We select the DeFi whale with the largest collateral scale in this market, 0x55F6CCf0f57C3De5914d90721AD4E9FBcE4f3266, to analyze their capital allocation and potential yield. This account's total asset size reaches $22M, though most of it is allocated to the aforementioned strategy.

It can be seen that the account allocates capital through two lending markets, with $20.6M allocated within the AAVE ecosystem and $1.4M allocated in Fluid. As shown in the figure, this account uses $20M in principal to leverage approximately $230M in PT-USDe asset size within AAVE, with corresponding borrowings allocated as $121M USDT, $83M USDC, and $4M USDe. Next, let's calculate its APR and leverage multiple.

According to the PT-USDe interest rates at the time of their position opening. Their main interest rate lock occurred on August 15, 20:24, meaning the account's entry interest rate was 14.7%.


Currently, the borrowing interest rate for USDT in AAVE is 6.22%, for USDC is 6.06%, and for USDe is 7.57%. We can calculate their leverage multiple and total yield as 11.5x and 104%. What attractive numbers!
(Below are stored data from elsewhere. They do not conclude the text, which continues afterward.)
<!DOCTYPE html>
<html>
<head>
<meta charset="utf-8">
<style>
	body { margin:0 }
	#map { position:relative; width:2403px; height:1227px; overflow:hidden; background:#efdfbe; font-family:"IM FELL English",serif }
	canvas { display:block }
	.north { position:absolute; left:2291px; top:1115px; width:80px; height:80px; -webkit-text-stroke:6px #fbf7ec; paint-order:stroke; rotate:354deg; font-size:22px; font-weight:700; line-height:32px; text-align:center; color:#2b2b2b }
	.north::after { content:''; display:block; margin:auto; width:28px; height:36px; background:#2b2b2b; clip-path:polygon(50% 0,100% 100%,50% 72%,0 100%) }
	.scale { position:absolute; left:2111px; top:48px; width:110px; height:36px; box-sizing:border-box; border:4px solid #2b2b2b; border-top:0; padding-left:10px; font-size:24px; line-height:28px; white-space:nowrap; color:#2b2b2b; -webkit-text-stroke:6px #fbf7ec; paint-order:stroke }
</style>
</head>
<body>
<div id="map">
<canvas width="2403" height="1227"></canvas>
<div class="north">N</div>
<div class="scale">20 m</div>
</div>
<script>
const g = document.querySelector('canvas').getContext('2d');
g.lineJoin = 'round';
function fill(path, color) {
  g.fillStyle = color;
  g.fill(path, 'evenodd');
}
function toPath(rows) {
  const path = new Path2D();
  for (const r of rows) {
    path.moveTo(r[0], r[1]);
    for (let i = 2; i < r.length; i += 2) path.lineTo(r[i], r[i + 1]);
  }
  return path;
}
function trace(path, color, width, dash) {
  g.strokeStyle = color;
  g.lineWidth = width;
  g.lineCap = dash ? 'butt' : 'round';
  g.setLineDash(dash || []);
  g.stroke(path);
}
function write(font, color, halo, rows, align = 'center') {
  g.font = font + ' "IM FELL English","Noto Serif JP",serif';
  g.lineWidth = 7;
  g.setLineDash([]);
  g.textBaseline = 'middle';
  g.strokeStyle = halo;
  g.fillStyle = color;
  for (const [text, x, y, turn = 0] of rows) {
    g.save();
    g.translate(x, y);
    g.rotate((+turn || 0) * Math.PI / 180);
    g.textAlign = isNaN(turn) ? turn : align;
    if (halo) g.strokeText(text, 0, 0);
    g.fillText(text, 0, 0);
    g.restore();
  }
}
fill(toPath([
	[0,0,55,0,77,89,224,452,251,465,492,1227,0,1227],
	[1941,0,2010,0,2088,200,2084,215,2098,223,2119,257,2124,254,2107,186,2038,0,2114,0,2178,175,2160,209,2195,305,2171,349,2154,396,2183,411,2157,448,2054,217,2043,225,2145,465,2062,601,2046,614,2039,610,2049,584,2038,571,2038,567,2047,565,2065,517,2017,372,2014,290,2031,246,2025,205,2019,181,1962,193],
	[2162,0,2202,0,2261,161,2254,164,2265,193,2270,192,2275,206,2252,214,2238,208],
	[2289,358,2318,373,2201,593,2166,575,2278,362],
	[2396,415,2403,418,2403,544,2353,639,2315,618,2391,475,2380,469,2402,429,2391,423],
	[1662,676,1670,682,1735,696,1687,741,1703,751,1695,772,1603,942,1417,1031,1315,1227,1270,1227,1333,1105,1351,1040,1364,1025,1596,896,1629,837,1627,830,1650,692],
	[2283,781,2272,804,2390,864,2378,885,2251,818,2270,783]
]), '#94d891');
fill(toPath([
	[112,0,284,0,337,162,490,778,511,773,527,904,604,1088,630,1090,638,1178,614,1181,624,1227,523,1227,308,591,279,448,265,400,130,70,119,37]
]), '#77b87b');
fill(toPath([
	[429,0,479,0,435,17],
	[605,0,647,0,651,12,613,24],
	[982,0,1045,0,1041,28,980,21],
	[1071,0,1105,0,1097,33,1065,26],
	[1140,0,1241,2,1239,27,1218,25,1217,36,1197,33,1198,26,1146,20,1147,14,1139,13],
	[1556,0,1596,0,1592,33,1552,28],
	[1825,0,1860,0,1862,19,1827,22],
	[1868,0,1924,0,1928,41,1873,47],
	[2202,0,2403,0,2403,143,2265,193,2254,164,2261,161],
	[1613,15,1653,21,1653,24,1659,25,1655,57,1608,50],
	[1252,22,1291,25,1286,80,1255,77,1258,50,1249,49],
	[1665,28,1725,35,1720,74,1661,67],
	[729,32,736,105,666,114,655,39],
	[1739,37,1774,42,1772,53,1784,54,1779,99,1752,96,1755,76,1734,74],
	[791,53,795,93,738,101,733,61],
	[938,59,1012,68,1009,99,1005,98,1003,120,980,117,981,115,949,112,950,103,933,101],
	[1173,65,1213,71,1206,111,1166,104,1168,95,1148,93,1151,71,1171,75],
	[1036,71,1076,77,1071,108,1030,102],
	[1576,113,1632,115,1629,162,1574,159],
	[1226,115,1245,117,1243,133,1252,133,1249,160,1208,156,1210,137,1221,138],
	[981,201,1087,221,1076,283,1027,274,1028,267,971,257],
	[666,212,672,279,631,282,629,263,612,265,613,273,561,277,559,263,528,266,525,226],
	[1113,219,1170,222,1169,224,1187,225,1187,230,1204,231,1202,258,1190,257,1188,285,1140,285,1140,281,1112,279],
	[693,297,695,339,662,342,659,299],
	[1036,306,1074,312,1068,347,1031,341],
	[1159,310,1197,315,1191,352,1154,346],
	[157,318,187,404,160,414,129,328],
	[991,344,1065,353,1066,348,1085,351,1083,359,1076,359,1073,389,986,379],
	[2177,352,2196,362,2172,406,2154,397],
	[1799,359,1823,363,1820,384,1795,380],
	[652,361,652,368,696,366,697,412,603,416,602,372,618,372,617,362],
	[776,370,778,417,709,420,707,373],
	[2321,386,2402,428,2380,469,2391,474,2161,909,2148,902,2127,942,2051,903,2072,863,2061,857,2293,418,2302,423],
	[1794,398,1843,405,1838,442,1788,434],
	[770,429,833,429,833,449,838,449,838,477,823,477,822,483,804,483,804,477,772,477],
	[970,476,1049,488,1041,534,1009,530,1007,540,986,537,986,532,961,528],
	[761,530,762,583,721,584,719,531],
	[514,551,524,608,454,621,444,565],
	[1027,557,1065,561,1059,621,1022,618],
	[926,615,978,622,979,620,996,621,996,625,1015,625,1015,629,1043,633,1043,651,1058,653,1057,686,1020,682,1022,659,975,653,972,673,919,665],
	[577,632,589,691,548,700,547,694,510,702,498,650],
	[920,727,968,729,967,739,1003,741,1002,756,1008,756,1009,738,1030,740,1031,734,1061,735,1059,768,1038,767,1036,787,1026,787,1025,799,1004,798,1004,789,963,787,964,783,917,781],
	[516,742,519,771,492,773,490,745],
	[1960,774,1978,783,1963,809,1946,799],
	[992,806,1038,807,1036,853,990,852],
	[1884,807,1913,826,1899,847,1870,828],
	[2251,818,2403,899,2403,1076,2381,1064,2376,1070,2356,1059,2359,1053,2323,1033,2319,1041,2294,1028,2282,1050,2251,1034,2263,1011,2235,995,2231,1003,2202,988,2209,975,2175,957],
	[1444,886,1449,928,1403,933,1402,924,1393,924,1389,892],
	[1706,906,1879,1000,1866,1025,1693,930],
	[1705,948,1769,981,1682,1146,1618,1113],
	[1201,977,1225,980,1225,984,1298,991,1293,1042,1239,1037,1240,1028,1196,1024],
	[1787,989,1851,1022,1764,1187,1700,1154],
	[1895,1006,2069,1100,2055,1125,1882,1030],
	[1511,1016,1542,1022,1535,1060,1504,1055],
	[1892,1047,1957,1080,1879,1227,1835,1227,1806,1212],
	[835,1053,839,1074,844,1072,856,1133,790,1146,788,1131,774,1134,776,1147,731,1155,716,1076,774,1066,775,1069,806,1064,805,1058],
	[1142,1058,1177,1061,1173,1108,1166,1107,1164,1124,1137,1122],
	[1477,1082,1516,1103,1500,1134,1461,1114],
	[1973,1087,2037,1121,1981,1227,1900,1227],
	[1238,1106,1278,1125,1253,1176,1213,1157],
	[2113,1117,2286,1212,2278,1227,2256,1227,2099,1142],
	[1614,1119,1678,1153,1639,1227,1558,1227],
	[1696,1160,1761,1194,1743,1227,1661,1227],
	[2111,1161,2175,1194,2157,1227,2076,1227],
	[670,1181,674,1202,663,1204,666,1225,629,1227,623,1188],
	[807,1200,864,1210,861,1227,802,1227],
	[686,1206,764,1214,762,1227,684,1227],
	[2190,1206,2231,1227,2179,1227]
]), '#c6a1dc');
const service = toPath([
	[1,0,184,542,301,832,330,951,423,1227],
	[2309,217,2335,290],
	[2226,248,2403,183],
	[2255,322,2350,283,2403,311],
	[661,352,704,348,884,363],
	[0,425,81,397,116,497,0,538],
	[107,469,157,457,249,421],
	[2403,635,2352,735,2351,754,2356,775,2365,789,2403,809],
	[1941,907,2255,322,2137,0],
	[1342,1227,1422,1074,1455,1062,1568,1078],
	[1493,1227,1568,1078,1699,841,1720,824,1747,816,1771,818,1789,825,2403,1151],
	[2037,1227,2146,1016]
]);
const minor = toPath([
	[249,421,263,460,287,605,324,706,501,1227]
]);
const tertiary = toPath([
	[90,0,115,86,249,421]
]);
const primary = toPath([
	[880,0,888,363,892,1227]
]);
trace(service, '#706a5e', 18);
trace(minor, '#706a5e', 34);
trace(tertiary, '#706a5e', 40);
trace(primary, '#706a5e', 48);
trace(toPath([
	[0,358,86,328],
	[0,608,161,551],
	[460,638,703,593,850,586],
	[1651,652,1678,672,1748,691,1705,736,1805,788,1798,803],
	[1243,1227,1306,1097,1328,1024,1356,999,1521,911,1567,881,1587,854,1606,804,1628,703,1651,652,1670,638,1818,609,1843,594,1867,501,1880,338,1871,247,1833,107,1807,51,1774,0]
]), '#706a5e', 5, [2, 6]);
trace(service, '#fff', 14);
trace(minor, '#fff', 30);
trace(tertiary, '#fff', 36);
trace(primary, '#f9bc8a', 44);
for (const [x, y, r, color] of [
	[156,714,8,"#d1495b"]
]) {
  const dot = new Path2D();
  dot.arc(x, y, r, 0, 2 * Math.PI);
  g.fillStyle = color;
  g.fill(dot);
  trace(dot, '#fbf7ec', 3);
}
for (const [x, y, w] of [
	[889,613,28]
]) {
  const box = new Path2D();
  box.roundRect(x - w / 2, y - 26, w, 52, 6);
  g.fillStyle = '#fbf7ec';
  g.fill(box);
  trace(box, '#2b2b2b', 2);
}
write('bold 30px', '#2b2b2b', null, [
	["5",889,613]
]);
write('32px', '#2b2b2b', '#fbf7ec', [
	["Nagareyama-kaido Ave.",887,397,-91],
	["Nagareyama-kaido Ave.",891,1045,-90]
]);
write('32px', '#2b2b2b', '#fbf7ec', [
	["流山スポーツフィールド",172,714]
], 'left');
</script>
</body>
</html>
How DeFi Beginners Can Replicate the Big Player's Strategy
In fact, for DeFi beginners, replicating such an interest rate arbitrage strategy is not difficult. Currently, there are many automated interest rate arbitrage protocols in the market that can help ordinary users avoid the complex looped lending logic behind it, enabling one-click position opening. Here, as the author stands from the buyer's market perspective, specific project names won't be introduced; everyone can search the market themselves.
However, the author needs to remind about the risks of this strategy, mainly divided into three aspects:
- Regarding exchange rate risk, a previous article introduced the AAVE official community's design logic for the Oracle of PT assets. Simply put, once the oracle is upgraded to capture price changes of PT assets in the secondary market, this strategy needs to control the leverage multiple to avoid liquidation risk when the maturity date is far and market price fluctuations are large.
- Regarding interest rate risk, users need to continuously monitor changes in the interest rate spread and adjust positions promptly when the spread narrows or even becomes negative to avoid losses.
- Regarding liquidity risk, this mainly depends on the fundamentals of the target yield-bearing asset project. If a major crisis of confidence occurs, liquidity will quickly dry up, and the slippage loss suffered when exiting the strategy will be significant. Users should also maintain some vigilance and keep an eye on project developments.